» **EXERCISE DIRECTIONS**
Looking through the records below, please work out how many lines contain "lists". Give only that number.

» **RECORDS TO PROCESS**
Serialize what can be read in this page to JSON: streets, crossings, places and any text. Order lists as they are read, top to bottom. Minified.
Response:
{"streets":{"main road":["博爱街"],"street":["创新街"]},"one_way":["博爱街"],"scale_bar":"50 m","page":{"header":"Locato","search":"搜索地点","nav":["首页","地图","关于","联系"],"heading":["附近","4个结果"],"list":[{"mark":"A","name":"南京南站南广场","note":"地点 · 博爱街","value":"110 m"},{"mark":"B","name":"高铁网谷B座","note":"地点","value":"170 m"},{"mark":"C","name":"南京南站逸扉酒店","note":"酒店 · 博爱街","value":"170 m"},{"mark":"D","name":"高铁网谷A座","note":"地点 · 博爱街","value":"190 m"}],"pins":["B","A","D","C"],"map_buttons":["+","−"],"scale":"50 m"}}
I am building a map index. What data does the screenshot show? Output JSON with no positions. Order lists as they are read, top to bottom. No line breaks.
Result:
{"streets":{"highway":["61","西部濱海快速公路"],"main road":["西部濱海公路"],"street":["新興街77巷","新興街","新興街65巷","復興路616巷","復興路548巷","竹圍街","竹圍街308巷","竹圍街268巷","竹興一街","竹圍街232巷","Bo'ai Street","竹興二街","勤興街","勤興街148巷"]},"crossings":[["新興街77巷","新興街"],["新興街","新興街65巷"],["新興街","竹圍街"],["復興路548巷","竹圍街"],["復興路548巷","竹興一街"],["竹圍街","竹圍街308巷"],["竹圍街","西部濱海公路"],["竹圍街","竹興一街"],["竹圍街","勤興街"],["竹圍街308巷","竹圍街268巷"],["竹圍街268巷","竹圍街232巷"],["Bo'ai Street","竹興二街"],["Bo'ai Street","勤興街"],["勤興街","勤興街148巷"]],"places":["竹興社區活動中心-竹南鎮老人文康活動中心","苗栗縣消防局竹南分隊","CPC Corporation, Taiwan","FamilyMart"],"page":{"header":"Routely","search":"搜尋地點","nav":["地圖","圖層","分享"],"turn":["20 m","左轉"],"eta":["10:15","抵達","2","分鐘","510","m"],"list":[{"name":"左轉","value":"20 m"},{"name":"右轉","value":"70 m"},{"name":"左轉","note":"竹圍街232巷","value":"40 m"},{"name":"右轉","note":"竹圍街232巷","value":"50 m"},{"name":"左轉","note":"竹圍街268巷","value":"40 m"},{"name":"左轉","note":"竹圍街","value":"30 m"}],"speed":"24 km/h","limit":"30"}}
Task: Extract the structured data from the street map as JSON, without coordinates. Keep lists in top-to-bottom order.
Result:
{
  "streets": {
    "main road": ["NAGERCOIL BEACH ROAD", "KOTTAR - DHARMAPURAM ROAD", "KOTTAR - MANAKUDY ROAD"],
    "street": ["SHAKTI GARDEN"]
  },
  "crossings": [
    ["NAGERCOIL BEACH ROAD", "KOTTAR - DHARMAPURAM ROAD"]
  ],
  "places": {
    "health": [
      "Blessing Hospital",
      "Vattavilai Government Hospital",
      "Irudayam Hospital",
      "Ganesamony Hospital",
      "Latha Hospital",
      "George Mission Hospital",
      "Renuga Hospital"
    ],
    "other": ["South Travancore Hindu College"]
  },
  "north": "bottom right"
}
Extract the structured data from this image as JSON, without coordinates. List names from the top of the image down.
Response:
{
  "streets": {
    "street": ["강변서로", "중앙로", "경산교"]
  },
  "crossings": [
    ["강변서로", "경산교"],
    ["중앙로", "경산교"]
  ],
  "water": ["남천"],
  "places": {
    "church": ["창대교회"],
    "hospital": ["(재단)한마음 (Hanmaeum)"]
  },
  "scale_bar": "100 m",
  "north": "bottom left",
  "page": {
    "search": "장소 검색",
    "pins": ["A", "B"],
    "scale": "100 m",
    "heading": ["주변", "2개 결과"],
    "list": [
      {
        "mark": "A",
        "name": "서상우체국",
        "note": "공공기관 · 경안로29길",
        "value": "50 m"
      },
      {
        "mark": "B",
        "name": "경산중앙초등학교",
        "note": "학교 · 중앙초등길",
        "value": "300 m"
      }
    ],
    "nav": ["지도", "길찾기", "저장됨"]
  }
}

» **SOLUTION TO THIS PROBLEM**
3